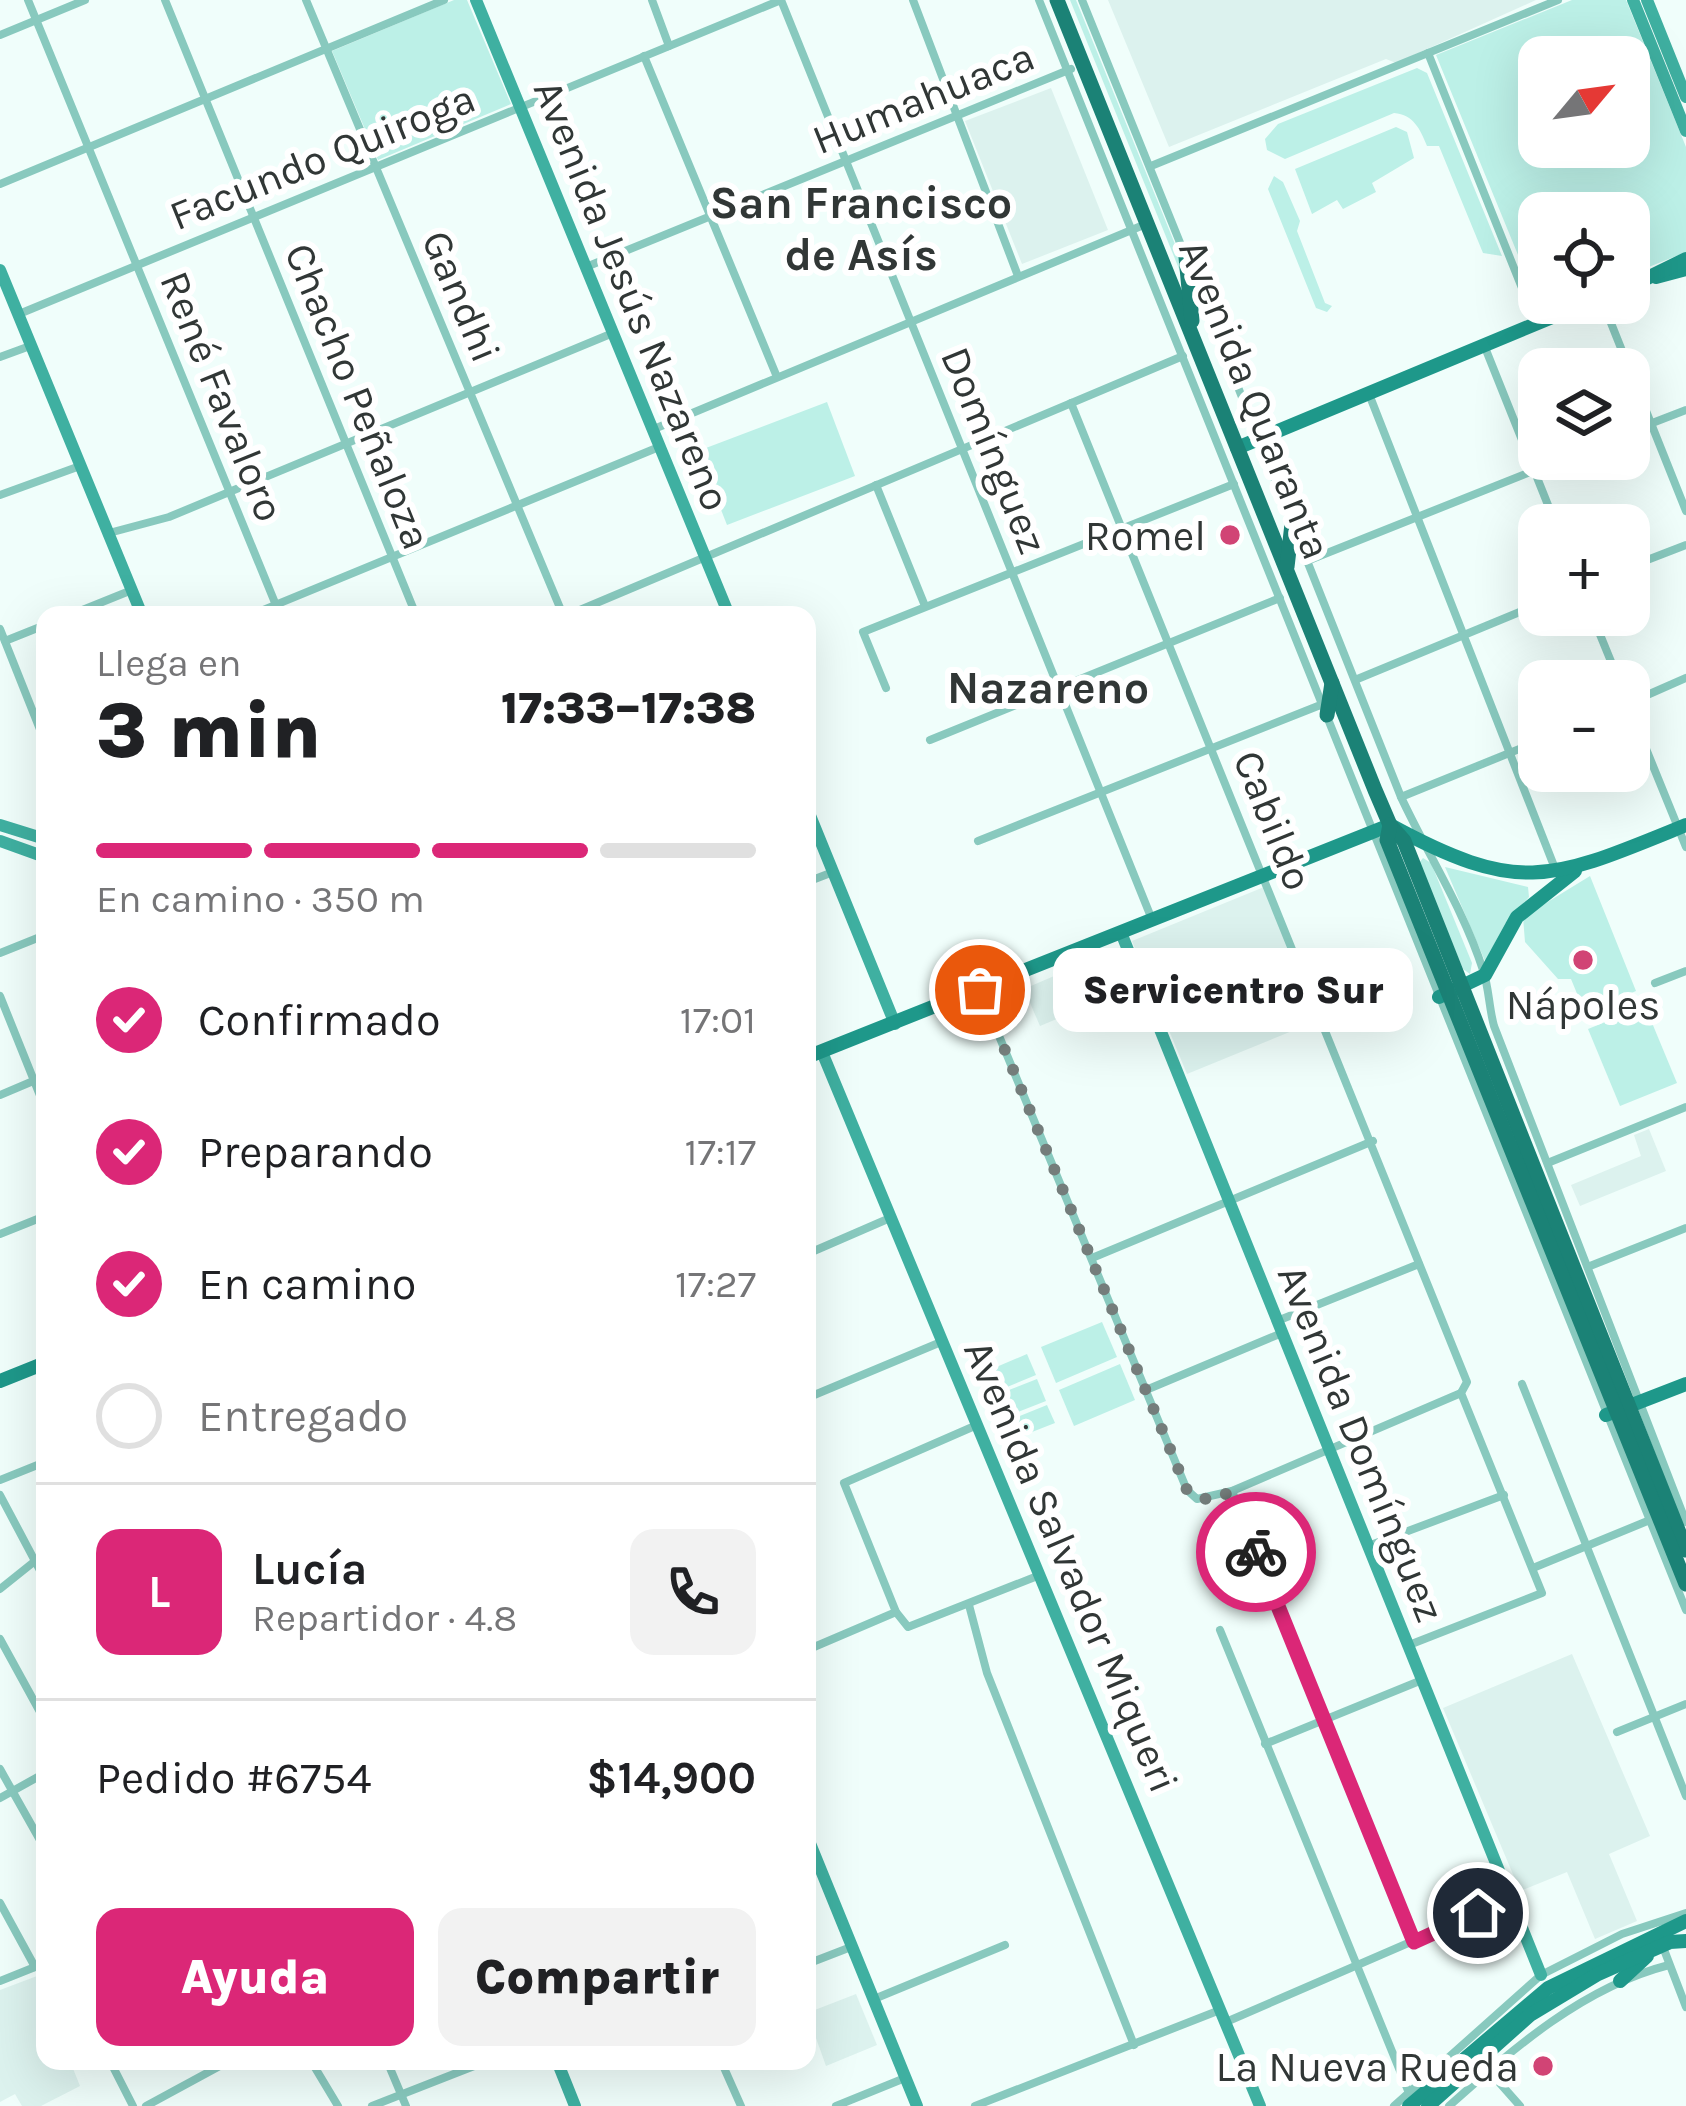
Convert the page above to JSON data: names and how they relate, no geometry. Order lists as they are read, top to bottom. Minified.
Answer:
{"streets":{"highway":["Avenida Quaranta"],"main road":["Avenida Jesús Nazareno","Avenida Domínguez","Avenida Salvador Miqueri"],"street":["Humahuaca","Facundo Quiroga","Gandhi","René Favaloro","Chacho Peñaloza","Domínguez","Cabildo"]},"crossings":[["Humahuaca","Avenida Jesús Nazareno"],["Humahuaca","Avenida Quaranta"],["Humahuaca","Domínguez"],["Facundo Quiroga","Avenida Jesús Nazareno"],["Facundo Quiroga","Gandhi"],["Facundo Quiroga","René Favaloro"],["Facundo Quiroga","Chacho Peñaloza"],["Facundo Quiroga","Domínguez"],["Cabildo","Avenida Domínguez"]],"districts":["San Francisco de Asís","Nazareno"],"places":["Romel","Nápoles","Servicentro Sur","La Nueva Rueda"],"north":"top right","page":{"map_buttons":["+","−"],"heading":["3 min","Llega en","17:33–17:38"],"panel":["Lucía","Repartidor · 4.8","Pedido #6754","$14,900"],"bar":"En camino · 350 m","bubble":"Servicentro Sur","list":[["Confirmado","17:01"],["Preparando","17:17"],["En camino","17:27"],"Entregado"],"round":"L","buttons":["Ayuda","Compartir"]}}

WORK TO COMPLETE:
Answer with a number only: how many lines above have the word "page"?

OUTPUT:
2